Die Kinderbetreuung soll ab 18. Mai stufenweise wieder aufgenommen werden. Allerdings unter strengen Bedingungen, wie etwa einer Reduzierung der Gruppengröße.
Hotels öffnen Ende Mai
In zwei Wochen beginnt der Neustart für den Tourismus in Südtirol. Ab 25. Mai dürfen alle Beherbergungsbetriebe und Seilbahnen ihre Arbeit wieder aufnehmen. Schwimmbäder dürfen öffnen, Hallenbäder und Saunen allerdings nicht – außer es handelt sich beim Betrieb um eine so genannte „Covid-Protected-Area“, wo alle Mitarbeiter und Gäste auf Covid-19 getestet werden. Wer sich am Buffet bedient, muss „Mund und Nase bedecken“, heißt es im neuen Landesgesetz.
Anfechtung aus Rom
Die Lockerungen der Corona-Maßnahmen sorgen weiter für ein angespanntes Verhältnis zwischen Bozen und Rom. Italiens Regionenminister Francesco Boccia will Südtirols Gesetz vor dem Verfassungsgerichtshof anfechten. Südtirols Landeshauptmann Arno Kompatscher bleibt gelassen, „Jedes Landesgesetz könnte von Rom angefechtet werden. Das geschieht auch häufig. Landesgesetze bleiben trotzdem rechtens. (…) Die vermeintlichen Anfechtungsgründe werden spätestens kommende Woche nicht mehr vorhanden sein“.

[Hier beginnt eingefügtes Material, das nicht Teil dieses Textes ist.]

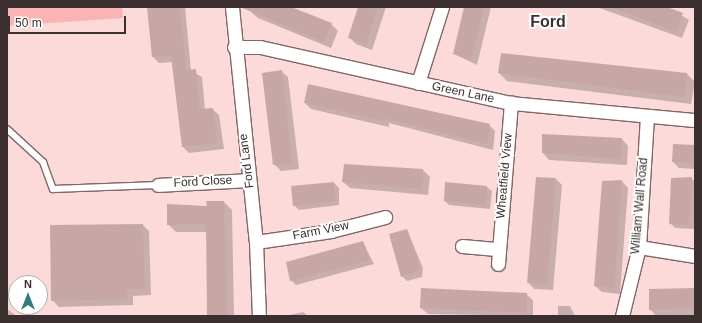 <!DOCTYPE html>
<html>
<head>
<meta charset="utf-8">
<style>
	body { margin:0 }
	#map { position:relative; width:702px; height:323px; overflow:hidden; background:#fcdada; font-family:Helvetica,sans-serif }
	div>[style] { position:absolute }
	.green>* { inset:0; background:#fbb4b4 }
	.shadow>* { inset:0; background:#0003 }
	.building>* { inset:0; background:#c7a7a6 }
	.roads { filter:drop-shadow(1px 0 #836565) drop-shadow(-1px 0 #836565) drop-shadow(0 1px #836565) drop-shadow(0 -1px #836565) }
	.lane>* { height:6px; margin:-3px; padding:0 3px; transform-origin:3px; border-radius:3px; background:#fff }
	.street>* { height:13px; margin:-6.5px; padding:0 6.5px; transform-origin:6.5px; border-radius:6.5px; background:#fff }
	span { translate:-50% -50%; white-space:nowrap; text-align:center; line-height:1.15; -webkit-text-stroke:4px #fff; paint-order:stroke }
	.street-label { font-size:12px; color:#3c2f2f }
	.district-label { font-size:16px; color:#3c2f2f; font-weight:700 }
	.frame { position:absolute; inset:0; border:8px solid #3c2f2f; pointer-events:none }
	.north { position:absolute; left:8px; top:275px; width:40px; height:40px; box-sizing:border-box; background:#fff; border:1px solid #b1acac; border-radius:50%; rotate:0deg; font-size:11px; font-weight:700; line-height:16px; text-align:center; color:#3c2f2f }
	.north::after { content:''; display:block; margin:auto; width:14px; height:18px; background:#317a7d; clip-path:polygon(50% 0,100% 100%,50% 72%,0 100%) }
	.scale { position:absolute; left:8px; top:16px; width:118px; height:18px; box-sizing:border-box; border:2px solid #3c2f2f; border-top:0; padding-left:5px; font-size:12px; line-height:14px; white-space:nowrap; color:#3c2f2f; -webkit-text-stroke:3px #fff; paint-order:stroke }
</style>
</head>
<body>
<div id="map">
	<div class="green">
		<div style="clip-path:polygon(7px 7px,122px 7px,123px 18px,7px 26px)"></div>
	</div>
	<div class="shadow">
		<div style="clip-path:polygon(148px 7px,185px 7px,191px 71px,202px 77px,205px 110px,212px 109px,219px 115px,224px 149px,189px 153px,183px 147px,172px 62px,159px 63px,153px 57px)"></div>
		<div style="clip-path:polygon(253px 7px,288px 7px,331px 24px,338px 31px,331px 48px,258px 18px,251px 12px)"></div>
		<div style="clip-path:polygon(359px 7px,386px 7px,372px 50px,356px 44px,350px 38px)"></div>
		<div style="clip-path:polygon(465px 7px,491px 7px,477px 65px,454px 54px)"></div>
		<div style="clip-path:polygon(597px 7px,668px 7px,689px 20px,682px 38px)"></div>
		<div style="clip-path:polygon(502px 54px,687px 74px,695px 82px,691px 104px,507px 81px,499px 73px)"></div>
		<div style="clip-path:polygon(281px 71px,288px 77px,299px 169px,281px 171px,274px 164px)"></div>
		<div style="clip-path:polygon(305px 103px,489px 125px,495px 131px,493px 150px,389px 123px,389px 127px,311px 109px)"></div>
		<div style="clip-path:polygon(622px 139px,628px 146px,627px 165px,549px 160px,543px 153px)"></div>
		<div style="clip-path:polygon(695px 146px,695px 169px,679px 168px,673px 162px)"></div>
		<div style="clip-path:polygon(345px 165px,423px 170px,430px 177px,428px 195px,350px 188px,343px 182px)"></div>
		<div style="clip-path:polygon(691px 178px,695px 182px,695px 229px,675px 228px,670px 223px)"></div>
		<div style="clip-path:polygon(556px 179px,562px 185px,553px 290px,534px 289px,528px 282px)"></div>
		<div style="clip-path:polygon(622px 181px,628px 188px,620px 294px,602px 292px,595px 286px)"></div>
		<div style="clip-path:polygon(334px 183px,339px 188px,339px 205px,299px 210px,294px 205px)"></div>
		<div style="clip-path:polygon(446px 183px,487px 187px,492px 191px,490px 209px,449px 205px,445px 201px)"></div>
		<div style="clip-path:polygon(224px 202px,232px 210px,234px 316px,208px 316px,207px 232px,176px 232px,168px 224px)"></div>
		<div style="clip-path:polygon(143px 225px,149px 231px,151px 295px,133px 296px,133px 305px,59px 307px,52px 300px)"></div>
		<div style="clip-path:polygon(407px 230px,423px 268px,422px 277px,407px 281px,402px 276px)"></div>
		<div style="clip-path:polygon(363px 242px,374px 264px,296px 285px,291px 280px)"></div>
		<div style="clip-path:polygon(695px 289px,695px 315px,656px 316px,650px 309px)"></div>
		<div style="clip-path:polygon(526px 294px,533px 300px,533px 316px,428px 314px,421px 308px)"></div>
		<div style="clip-path:polygon(558px 306px,570px 306px,575px 316px,558px 316px)"></div>
		<div style="clip-path:polygon(7px 309px,14px 314px,15px 316px,7px 316px)"></div>
		<div style="clip-path:polygon(303px 312px,308px 316px,286px 316px)"></div>
	</div>
	<div class="building">
		<div style="clip-path:polygon(147px 7px,180px 7px,186px 70px,196px 69px,199px 109px,213px 108px,217px 143px,182px 147px,171px 56px,152px 57px)"></div>
		<div style="clip-path:polygon(240px 7px,291px 7px,332px 23px,324px 42px)"></div>
		<div style="clip-path:polygon(358px 7px,378px 7px,366px 44px,348px 38px)"></div>
		<div style="clip-path:polygon(464px 7px,484px 7px,471px 60px,453px 54px)"></div>
		<div style="clip-path:polygon(611px 7px,667px 7px,683px 13px,676px 32px)"></div>
		<div style="clip-path:polygon(501px 53px,687px 73px,684px 97px,498px 73px)"></div>
		<div style="clip-path:polygon(282px 70px,292px 163px,273px 165px,262px 73px)"></div>
		<div style="clip-path:polygon(308px 84px,490px 124px,487px 144px,383px 118px,383px 121px,304px 103px)"></div>
		<div style="clip-path:polygon(542px 134px,622px 138px,621px 159px,542px 153px)"></div>
		<div style="clip-path:polygon(673px 144px,695px 145px,695px 163px,672px 162px)"></div>
		<div style="clip-path:polygon(344px 164px,423px 169px,422px 189px,342px 182px)"></div>
		<div style="clip-path:polygon(536px 177px,556px 178px,547px 284px,527px 283px)"></div>
		<div style="clip-path:polygon(692px 177px,689px 225px,669px 224px,671px 178px)"></div>
		<div style="clip-path:polygon(622px 180px,614px 288px,594px 286px,602px 181px)"></div>
		<div style="clip-path:polygon(334px 182px,335px 201px,293px 206px,291px 186px)"></div>
		<div style="clip-path:polygon(445px 182px,487px 186px,486px 205px,444px 201px)"></div>
		<div style="clip-path:polygon(206px 201px,224px 201px,227px 316px,207px 316px,206px 224px,167px 225px,167px 204px,207px 206px)"></div>
		<div style="clip-path:polygon(143px 224px,145px 289px,127px 289px,127px 299px,51px 301px,50px 225px)"></div>
		<div style="clip-path:polygon(407px 229px,419px 263px,417px 272px,401px 277px,389px 234px)"></div>
		<div style="clip-path:polygon(363px 241px,370px 260px,290px 281px,286px 262px)"></div>
		<div style="clip-path:polygon(421px 288px,527px 293px,527px 313px,420px 308px)"></div>
		<div style="clip-path:polygon(695px 288px,695px 308px,649px 310px,649px 289px)"></div>
	</div>
	<div class="roads">
		<div class="lane">
			<div style="left:7px;top:129px;width:49px;rotate:42.5deg"></div>
			<div style="left:43px;top:162px;width:29px;rotate:70deg"></div>
			<div style="left:53px;top:189px;width:105px;rotate:-2.2deg"></div>
		</div>
		<div class="street">
			<div style="left:232px;top:7px;width:236px;rotate:84.2deg"></div>
			<div style="left:256px;top:242px;width:74px;rotate:87.7deg"></div>
			<div style="left:234px;top:47px;width:26px"></div>
			<div style="left:260px;top:47px;width:257px;rotate:12.6deg"></div>
			<div style="left:511px;top:103px;width:185px;rotate:5.3deg"></div>
			<div style="left:418px;top:83px;width:80px;rotate:-72.5deg"></div>
			<div style="left:158px;top:185px;width:91px;rotate:-3.1deg"></div>
			<div style="left:256px;top:242px;width:76px;rotate:-8.3deg"></div>
			<div style="left:331px;top:231px;width:56px;rotate:-14.5deg"></div>
			<div style="left:462px;top:246px;width:37px;rotate:5deg"></div>
			<div style="left:639px;top:247px;width:57px;rotate:9.1deg"></div>
			<div style="left:498px;top:264px;width:162px;rotate:-85.4deg"></div>
			<div style="left:622px;top:316px;width:71px;rotate:-76.2deg"></div>
			<div style="left:639px;top:247px;width:129px;rotate:-86.5deg"></div>
		</div>
	</div>
	<div class="street-label">
		<span style="left:463px;top:93px;rotate:12deg">Green Lane</span>
		<span style="left:247px;top:161px;rotate:-97deg">Ford Lane</span>
		<span style="left:505px;top:176px;rotate:-85deg">Wheatfield View</span>
		<span style="left:203px;top:182px;rotate:-3deg">Ford Close</span>
		<span style="left:640px;top:206px;rotate:-85deg">William Wall Road</span>
		<span style="left:321px;top:231px;rotate:-11deg">Farm View</span>
	</div>
	<div class="district-label">
		<span style="left:548px;top:22px">Ford</span>
	</div>
	<div class="frame"></div>
	<div class="north">N</div>
	<div class="scale">50 m</div>
</div>
</body>
</html>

Der Stein des Anstoßes ist die Arbeitssicherheit, vor allem im Handelssektor.
Bozen habe bestimmte staatliche Richtlinien missachtet, heißt es aus Rom. Der Ministerrat wird jetzt über die Anfechtung des Landesgesetzes befinden. Wie schnell und ob diese Anfechtung nun wirklich erfolgt, bleibt unklar.
Auswirkungen unter Beobachtung
Wie im Gesetz vorgesehen, wird eine von der Südtiroler Landesregierung ernannte Kommission von Fachleuten den Verlauf der Infektionen durch das neuartige Coronavirus beobachten. Sollte die Infektionskurve wieder ansteigen, können Lockerungen aus dem neuen Landesgesetz auch wieder zurückgschraubt werden.